Ecco, come per altre opere prime, Zamora ci spinge a chiederci come proseguirà la carriera registica di Neri Marcorè. E il motivo è semplice: il film, nella sua tenerezza e nel suo garbo, riesce a parlare in modo chiaro al pubblico, senza vergognarsi della propria riservatezza o della propria attinenza cinematografica. Siamo molto curiosi, allora, di capire come l’attore, divenuto regista, affronti il cambio di prospettiva. Che poi, a guardar bene, è ciò che avviene nella struttura del film: il protagonista Walter affronta un cambio netto, che verrà accompagnato dal regista tramite uno sguardo soffice e partecipe, avvolgendolo da un’artigianalità che trasuda calore (traducendo la vitalità di un’Italia entusiasta e speranzosa).

 

Movieplayer

Neri Marcorè, uno degli artisti italiani più̀ versatili del panorama italiano (autore, attore di cinema e teatro, conduttore televisivo e musicista), aggiunge un nuovo tassello al mosaico dei suoi modi di esprimersi. A stregarlo, convincendolo ad accettare la sfida della prima regia, è stato il romanzo di Roberto Perrone, “Zamora”. L’attore marchigiano lo ha girato senza rinunciare al suo sguardo e mostrando la maturità̀ di un veterano anche dietro la macchina da presa. Così, forte dell’esperienza di una quarantina di film da attore, e un Nastro d’argento vinto oltre dieci anni fa per Il cuore altrove diretto dal suo scopritore, Pupi Avati, Marcorè ottiene il risultato di farci viaggiare indietro nel tempo fino a quegli anni ’60 carichi di fiducia nel futuro ma anche di asprezze e concorrenza nel presente, proprio per l’inurbamento di tanta gente dai piccoli centri alle grandi città. Il risultato è una storia dai toni lievi, che offre i sapori e i colori di quel tempo ottimista, girata con cura nell’ambientazione, nei dettagli, nella guida degli attori.

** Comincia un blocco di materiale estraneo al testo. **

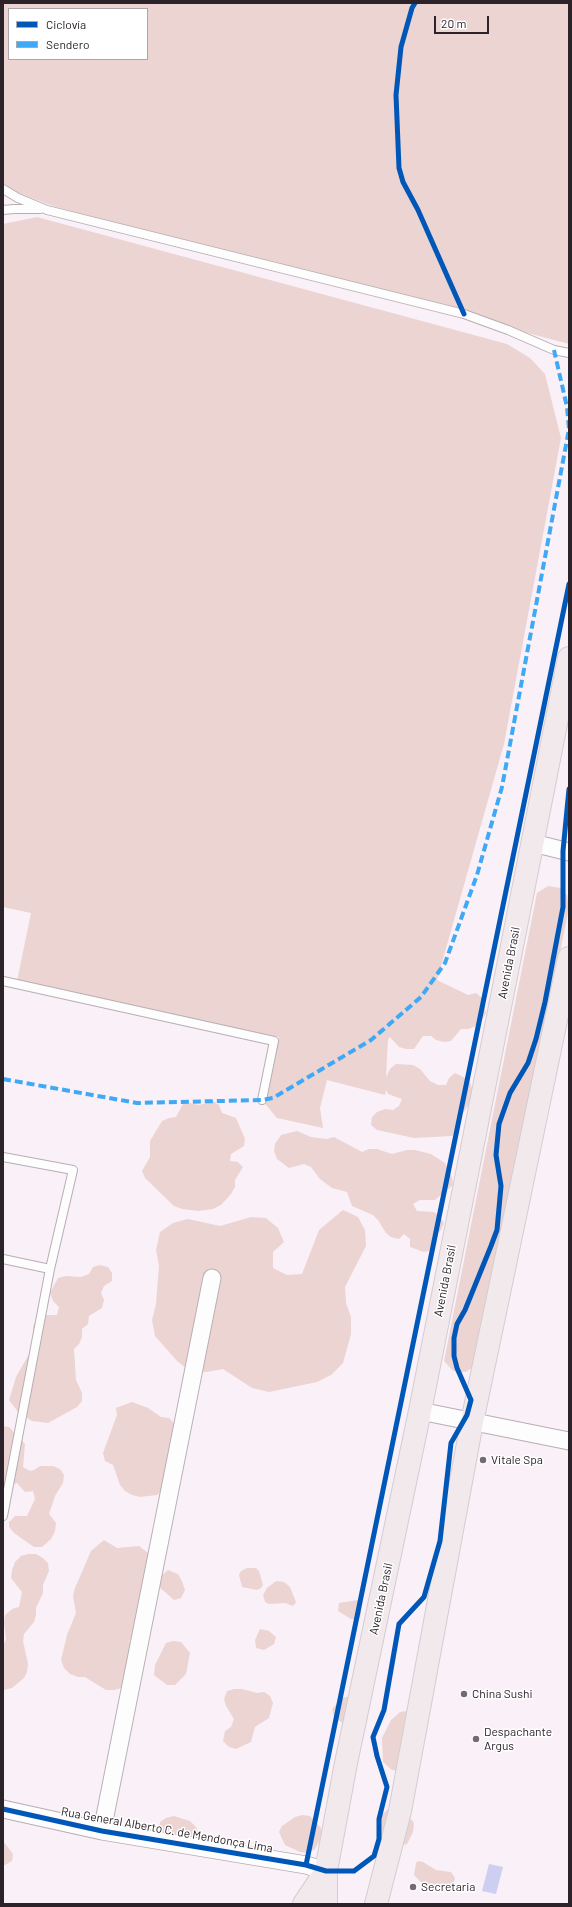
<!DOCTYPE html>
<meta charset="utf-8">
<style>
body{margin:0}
#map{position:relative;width:572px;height:1907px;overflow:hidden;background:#faf0f7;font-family:Barlow,sans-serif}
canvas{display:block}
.frame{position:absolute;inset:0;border:4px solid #2c232a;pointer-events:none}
.legend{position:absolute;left:8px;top:8px;width:140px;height:52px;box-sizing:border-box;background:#fff;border:1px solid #aba7aa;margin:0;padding:5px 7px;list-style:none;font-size:12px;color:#2c232a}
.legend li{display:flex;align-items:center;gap:8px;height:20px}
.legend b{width:20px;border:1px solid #aba7aa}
.scale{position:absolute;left:434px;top:16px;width:55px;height:18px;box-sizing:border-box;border:2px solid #2c232a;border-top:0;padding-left:5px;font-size:12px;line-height:14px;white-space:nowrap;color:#2c232a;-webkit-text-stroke:3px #fff;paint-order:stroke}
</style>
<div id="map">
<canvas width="572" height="1907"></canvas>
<div class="frame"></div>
<ul class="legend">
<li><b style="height:5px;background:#0057b8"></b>Ciclovía</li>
<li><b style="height:5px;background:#3fa9f5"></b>Sendero</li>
</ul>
<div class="scale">20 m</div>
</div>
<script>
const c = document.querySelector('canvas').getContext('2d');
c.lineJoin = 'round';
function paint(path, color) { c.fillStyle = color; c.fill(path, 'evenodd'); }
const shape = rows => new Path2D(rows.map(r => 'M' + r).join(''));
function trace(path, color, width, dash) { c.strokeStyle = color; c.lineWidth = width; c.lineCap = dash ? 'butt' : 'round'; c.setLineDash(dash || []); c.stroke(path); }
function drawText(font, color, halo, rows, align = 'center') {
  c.font = font + ' Barlow,sans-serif'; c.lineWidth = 3; c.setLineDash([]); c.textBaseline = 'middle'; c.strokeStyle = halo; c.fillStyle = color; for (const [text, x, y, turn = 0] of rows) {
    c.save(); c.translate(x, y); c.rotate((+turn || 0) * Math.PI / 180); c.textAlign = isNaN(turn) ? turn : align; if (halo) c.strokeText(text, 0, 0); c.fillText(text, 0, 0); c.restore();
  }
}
const green = shape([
 [3,3,569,3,569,344,56,207,10,190,3,182],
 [9,9,147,9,147,59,9,59],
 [37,217,507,344,530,358,545,374,561,438,504,744,437,980,468,995,476,993,482,998,486,1013,482,1020,477,1025,469,1029,461,1029,451,1041,444,1042,436,1040,431,1036,423,1036,414,1049,406,1049,399,1047,390,1037,388,1039,386,1077,390,1069,396,1064,413,1065,420,1069,430,1081,438,1085,446,1085,449,1078,455,1073,469,1080,474,1094,471,1102,457,1121,456,1130,452,1136,414,1138,377,1130,371,1125,372,1117,377,1112,385,1109,393,1110,399,1106,402,1099,388,1094,386,1090,385,1095,327,1080,320,1108,323,1128,277,1118,262,1100,279,1037,16,986,31,913,3,907,3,224],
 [548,886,561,888,567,895,569,908,477,1364,466,1372,457,1372,452,1370,444,1361,537,893],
 [213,1101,219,1105,222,1113,236,1118,245,1139,244,1146,231,1154,230,1161,238,1162,243,1167,235,1180,235,1187,231,1194,221,1205,213,1209,198,1211,182,1209,174,1206,145,1178,142,1171,150,1157,150,1141,162,1121,169,1118,176,1117,184,1102,199,1105],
 [297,1131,311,1137,327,1139,334,1137,362,1152,369,1149,377,1149,392,1154,407,1150,415,1150,431,1154,445,1163,452,1177,453,1185,435,1200,420,1200,413,1204,417,1211,434,1212,440,1217,444,1223,441,1230,435,1235,432,1242,432,1250,424,1252,410,1247,410,1239,404,1234,399,1239,391,1237,386,1233,378,1220,373,1215,352,1206,347,1192,332,1188,320,1179,311,1167,304,1164,289,1168,277,1159,274,1151,275,1144,281,1135],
 [343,1210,358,1217,365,1230,366,1246,345,1287,346,1303,351,1317,351,1334,343,1363,331,1375,317,1382,269,1392,252,1388,223,1369,207,1372,190,1371,177,1361,155,1336,152,1320,156,1304,159,1266,156,1250,160,1232,173,1223,188,1219,220,1226,251,1217,266,1218,278,1228,284,1242,273,1252,273,1268,287,1275,302,1274,319,1230],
 [100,1265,108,1267,112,1273,112,1281,104,1286,101,1293,104,1300,102,1308,89,1316,88,1324,82,1329,82,1337,79,1344,74,1349,76,1380,82,1393,82,1401,77,1407,48,1423,32,1421,19,1413,9,1400,16,1377,28,1356,34,1351,35,1343,33,1327,36,1320,41,1315,57,1315,59,1307,53,1301,50,1293,58,1278,66,1276,81,1277,89,1274,93,1267],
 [132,1402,148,1408,161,1417,169,1418,175,1424,163,1490,157,1495,140,1497,132,1495,125,1491,120,1485,113,1465,105,1461,103,1453,117,1415,116,1408],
 [3,1426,9,1427,25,1444,23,1467,30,1471,34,1470,40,1466,53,1466,60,1469,64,1475,63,1483,55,1496,49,1514,56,1523,55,1531,51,1539,42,1547,34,1547,14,1533,9,1527,9,1522,15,1516,27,1516,35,1499,33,1491,25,1492,17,1483,3,1488],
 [104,1540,117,1548,139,1546,152,1556,139,1630,129,1641,136,1654,134,1677,122,1688,114,1690,106,1690,85,1677,78,1677,70,1674,64,1668,61,1660,67,1635,76,1613,73,1596,75,1588,91,1551],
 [28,1554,36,1554,43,1558,48,1563,49,1571,43,1585,43,1593,36,1608,36,1615,34,1622,24,1634,23,1641,28,1664,27,1672,24,1678,12,1688,4,1690,3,1688,3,1646,6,1639,4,1623,5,1615,12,1609,19,1607,22,1592,11,1578,12,1570,15,1562,21,1556],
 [247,1568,256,1568,259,1571,263,1585,261,1588,257,1590,242,1587,239,1575,241,1571],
 [168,1570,178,1574,182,1581,185,1590,181,1598,174,1600,158,1586,161,1576],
 [276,1581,284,1582,290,1587,296,1602,293,1606,285,1603,269,1604,265,1602,263,1595,267,1588],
 [358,1600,361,1602,361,1615,359,1619,351,1619,338,1611,339,1603],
 [260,1629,269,1631,276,1637,274,1644,264,1650,256,1648,255,1640],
 [173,1641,181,1642,190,1653,186,1674,175,1685,167,1685,154,1675,155,1665,166,1643],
 [234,1689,242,1689,257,1693,264,1692,270,1696,273,1703,269,1718,255,1727,251,1742,236,1749,229,1747,223,1741,225,1731,231,1727,234,1719,226,1706,224,1699,227,1691],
 [350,1696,347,1726,334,1717,332,1709,342,1698],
 [408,1711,423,1741,423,1753,419,1760,396,1771,392,1770,383,1762,382,1738,391,1720,400,1712],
 [388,1809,399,1812,413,1821,414,1824,413,1832,407,1844,396,1846,384,1842,381,1839,378,1826,379,1818],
 [302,1815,310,1816,321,1828,322,1836,315,1849,308,1853,300,1852,285,1845,279,1832,282,1826,295,1817],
 [174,1816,190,1821,195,1826,203,1839,204,1847,199,1854,183,1854,175,1852,160,1834,160,1822,166,1818],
 [3,1841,13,1854,12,1861,3,1866],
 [418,1861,423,1862,436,1870,451,1872,455,1878,454,1882,444,1888,437,1884,425,1886,414,1875,416,1863]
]);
const water = shape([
 [489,1864,503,1867,496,1894,482,1891]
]);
const lane = shape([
 [3,189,18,198,47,210,464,314,508,330,554,350,569,353],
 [3,210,14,209,40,209],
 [3,981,274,1041,262,1100],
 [3,1157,73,1170,50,1269,3,1516],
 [3,1259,50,1269]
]);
const street = shape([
 [533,843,569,852],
 [420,1411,569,1441],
 [3,1809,102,1831,306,1865,326,1871],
 [102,1831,212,1278]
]);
const primary = shape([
 [304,1904,326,1871],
 [326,1904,326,1871,346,1763,420,1411,569,658],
 [376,1904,400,1811,472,1422,569,958]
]);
const quiet = shape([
 [3,1079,137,1103,262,1100,273,1098,371,1040,421,997,445,963,477,875,502,787,569,429,567,407,554,350]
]);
const cycleway = shape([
 [415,3,412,8,401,47,396,95,399,168,403,182,418,210,464,314],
 [3,1809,102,1831,306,1865,326,1871,354,1871,374,1856,379,1839,379,1819,387,1787,377,1756,373,1737,384,1710,399,1624,424,1597,440,1541,451,1443,467,1415,471,1400,457,1368,454,1356,454,1338,457,1324,465,1310,491,1246,497,1230,501,1186,496,1155,499,1124,510,1093,528,1063,536,1039,545,1002,563,907,563,851,569,789],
 [306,1865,569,584]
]);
const markers = [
 [483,1460,4,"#746b72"],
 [464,1694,4,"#746b72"],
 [476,1739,4,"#746b72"],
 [413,1887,4,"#746b72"]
];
const streetNames = [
 ["Avenida Brasil",509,963,-79],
 ["Avenida Brasil",445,1281,-79],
 ["Avenida Brasil",381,1599,-78],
 ["Rua General Alberto C. de Mendonça Lima",167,1830,10]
];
const poiNames = [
 ["Vitale Spa",491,1460],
 ["China Sushi",472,1694],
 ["Despachante",484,1732],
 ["Argus",484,1746],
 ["Secretaria",421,1887]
];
paint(green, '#ecd4d2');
paint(water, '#cccfef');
trace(lane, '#b7aeb4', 10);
trace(street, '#b7aeb4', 19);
trace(primary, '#d3cdd1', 24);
trace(lane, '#fefdfe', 8);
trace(street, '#fefdfe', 17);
trace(primary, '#f1e9ec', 22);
trace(quiet, '#3fa9f5', 4, [8, 4]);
trace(cycleway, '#0057b8', 5);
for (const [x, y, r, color] of markers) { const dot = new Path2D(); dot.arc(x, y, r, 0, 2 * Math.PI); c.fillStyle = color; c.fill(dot); trace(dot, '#fff', 1.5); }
drawText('12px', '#2c232a', '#fff', streetNames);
drawText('12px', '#2c232a', '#fff', poiNames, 'left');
</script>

Tra i quali brillano una (di nuovo) strepitosa Marta Gastini e un divertentissimo Giovanni Storti nel ruolo del patron dell’azienda. Un debutto di grande qualità̀ e un film con pochi precedenti recenti, sia per lo stile, sia per le tematiche affrontate, dallo sradicamento al bisogno di credere in sé. E che aggiunge un sapore in più̀ a quelli già̀ presenti nella nostra cinematografia.